Workers need to feel comforted by employers at this time of high stress, and by offering expanded career paths and encouraging lifelong learning bosses will both motivate their staff and future-proof their organisation, according to Anthony Tattersall
Before the COVID-19 pandemic Coursera was one of the world’s most well-known online learning platforms. After offering free education to countless universities and millions of furloughed workers it has become even more popular.
Indeed, now some 58 million users are registered with Coursera, which launched in 2012. The platform currently offers over 4,000 courses of varying length that can be binge-learnt, much like a box set. As people look to continue their studies, or master new skills ahead of a career pivot and mindful of upcoming work trends, interest in Coursera will continue to boom.
Approximately 6,500 universities – a quarter of all universities in the world – have taken advantage of Coursera’s generous offer of free education. Additionally, lifelong learning is a hot topic likely to only burn brighter in the coming weeks, months, years and decades, with digital transformation accelerated by the pandemic.
MillGens caught up with Anthony Tattersall, Head of Coursera EMEA – an exciting new contributor to the media channel – about educating the masses today and in the future.
MillGens: How has COVID-19 affected the trend of lifelong learning?
Anthony Tattersall: “I think it has accelerated that trend. There have been so many reports in recent years about how quickly technical skills are changing; it’s said that the half-life of a technical skill is around two years right now. Interestingly, when we look at Coursera’s consumer base, the average age of someone on our platform is now 29-years old, but there is a range of users, from teenagers to those in their 60s. A lot of the people we have operating on the platform are managers and senior leaders.
“What we’re seeing on the consumer side, in particular, is that there’s been a massive spike in enrolments on the Coursera platform. In the last month in the United Kingdom we’ve seen a 500 per cent increase compared to this time last year, and globally it’s around 635 per cent. Huge, huge spikes. But there is a correlation between enrolments and places where there has been a lockdown.
“I think a lot of people are independently choosing to invest in their development because they’re in isolation. In many cases perhaps they have been furloughed, maybe their job has disappeared, or possibly they’re still working, but they can’t be as productive as they were because some of their jobs can’t be performed from home. So they’re using that additional time to invest in self-development.
“The general view is that the pace of change is accelerating; you see many, many jobs and industries today that didn’t exist 20 years ago. And if you look at all the corporate organisations that we work with the vast majority are going through some kind of digital transformation programme. They’re looking to drive a level of upskilling and reskilling and digital literacy across the organisation, with a recognition that the roles, the jobs and the skills that they need very soon are not the same set of skills or roles they need today.
“And so what we’re seeing is that on the consumer side of the platform people are reskilling because sometimes they come from a job which is just diminishing, it’s no longer relevant, and it’s been automated or impacted by artificial intelligence (AI).”

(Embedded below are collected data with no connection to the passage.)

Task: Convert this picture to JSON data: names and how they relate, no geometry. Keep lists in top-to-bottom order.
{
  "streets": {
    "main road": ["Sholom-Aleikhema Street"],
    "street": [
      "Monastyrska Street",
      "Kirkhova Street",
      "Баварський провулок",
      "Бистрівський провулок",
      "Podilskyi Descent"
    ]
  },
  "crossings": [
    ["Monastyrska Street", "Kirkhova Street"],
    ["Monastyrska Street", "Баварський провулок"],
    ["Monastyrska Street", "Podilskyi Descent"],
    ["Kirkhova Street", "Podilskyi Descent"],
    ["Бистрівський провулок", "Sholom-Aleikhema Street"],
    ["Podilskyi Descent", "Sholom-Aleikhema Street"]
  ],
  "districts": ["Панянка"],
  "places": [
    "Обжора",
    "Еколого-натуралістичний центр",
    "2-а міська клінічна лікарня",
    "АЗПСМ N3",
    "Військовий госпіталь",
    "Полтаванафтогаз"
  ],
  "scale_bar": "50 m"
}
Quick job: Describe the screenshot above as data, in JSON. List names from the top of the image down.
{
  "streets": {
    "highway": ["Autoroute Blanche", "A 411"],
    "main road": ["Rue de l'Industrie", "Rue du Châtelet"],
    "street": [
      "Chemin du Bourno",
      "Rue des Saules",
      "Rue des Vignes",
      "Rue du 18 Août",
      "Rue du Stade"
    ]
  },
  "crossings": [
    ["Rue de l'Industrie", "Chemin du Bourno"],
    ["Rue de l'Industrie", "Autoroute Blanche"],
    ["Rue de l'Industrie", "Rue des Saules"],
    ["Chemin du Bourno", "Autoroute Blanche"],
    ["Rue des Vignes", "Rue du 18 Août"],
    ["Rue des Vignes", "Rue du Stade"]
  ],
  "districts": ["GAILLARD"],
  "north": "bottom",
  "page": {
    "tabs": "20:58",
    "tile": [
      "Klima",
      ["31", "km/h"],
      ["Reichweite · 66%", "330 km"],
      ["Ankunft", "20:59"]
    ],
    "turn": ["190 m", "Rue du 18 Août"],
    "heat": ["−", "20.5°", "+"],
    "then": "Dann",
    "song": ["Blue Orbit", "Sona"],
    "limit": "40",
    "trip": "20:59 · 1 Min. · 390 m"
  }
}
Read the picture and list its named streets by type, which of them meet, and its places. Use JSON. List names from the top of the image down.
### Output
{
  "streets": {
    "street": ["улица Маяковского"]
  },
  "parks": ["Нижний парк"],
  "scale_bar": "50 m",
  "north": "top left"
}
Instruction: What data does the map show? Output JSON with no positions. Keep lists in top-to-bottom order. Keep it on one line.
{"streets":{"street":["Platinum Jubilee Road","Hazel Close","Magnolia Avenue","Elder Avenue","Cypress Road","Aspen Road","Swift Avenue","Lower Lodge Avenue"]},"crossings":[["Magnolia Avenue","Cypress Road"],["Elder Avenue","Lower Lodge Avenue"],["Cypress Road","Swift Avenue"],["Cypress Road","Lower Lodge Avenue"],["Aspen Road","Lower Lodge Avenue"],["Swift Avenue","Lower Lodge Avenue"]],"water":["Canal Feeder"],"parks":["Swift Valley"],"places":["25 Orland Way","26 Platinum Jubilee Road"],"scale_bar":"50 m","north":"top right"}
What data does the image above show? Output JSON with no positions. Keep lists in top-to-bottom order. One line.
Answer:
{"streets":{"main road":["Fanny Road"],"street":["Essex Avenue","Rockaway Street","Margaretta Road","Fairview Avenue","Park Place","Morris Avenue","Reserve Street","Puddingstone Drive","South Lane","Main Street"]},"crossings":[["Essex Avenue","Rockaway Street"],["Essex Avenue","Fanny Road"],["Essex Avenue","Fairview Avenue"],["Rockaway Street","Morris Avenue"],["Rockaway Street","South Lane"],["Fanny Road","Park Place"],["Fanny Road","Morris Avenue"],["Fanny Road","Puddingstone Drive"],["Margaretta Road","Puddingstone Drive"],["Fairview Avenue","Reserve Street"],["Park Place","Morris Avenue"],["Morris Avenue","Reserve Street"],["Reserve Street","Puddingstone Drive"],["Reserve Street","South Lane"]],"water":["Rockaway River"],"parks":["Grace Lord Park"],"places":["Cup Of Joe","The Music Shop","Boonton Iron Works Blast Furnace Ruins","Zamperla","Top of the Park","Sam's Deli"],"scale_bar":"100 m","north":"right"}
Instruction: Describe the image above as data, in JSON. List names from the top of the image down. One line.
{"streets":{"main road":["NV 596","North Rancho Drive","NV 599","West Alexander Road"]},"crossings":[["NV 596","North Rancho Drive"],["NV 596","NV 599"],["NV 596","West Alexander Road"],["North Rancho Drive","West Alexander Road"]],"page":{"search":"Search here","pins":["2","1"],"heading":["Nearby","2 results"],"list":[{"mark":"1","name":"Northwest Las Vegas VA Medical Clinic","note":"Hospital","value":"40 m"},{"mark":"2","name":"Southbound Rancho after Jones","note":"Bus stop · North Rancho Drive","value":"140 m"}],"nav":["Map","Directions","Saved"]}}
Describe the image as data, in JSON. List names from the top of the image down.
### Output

M: Are organisations moving quickly enough to close the digital skills gap and encourage lifelong learning?
AT: “We see companies that are recognising that they can’t easily acquire the skills on the open market because there aren’t enough people with the newer skills and they’re just gunning after the same things. And we see universities also now particularly with the COVID-19 crisis worrying a lot more about employability outcomes for students, and making sure that their degree programmes are job-relevant, much more so than before.
“Many of the organisations we work with see learning as a way to engage with their employees and to wrap their arms around them and in cases where they can’t be as fully productive switch their focus to learning.
“Some companies are obviously in survival mode and not thinking about investing in learning. Still, we’ve seen many others invest bigger and faster because they’ve had to do something in response to the crisis, and decisions that might have taken six months have taken them two weeks.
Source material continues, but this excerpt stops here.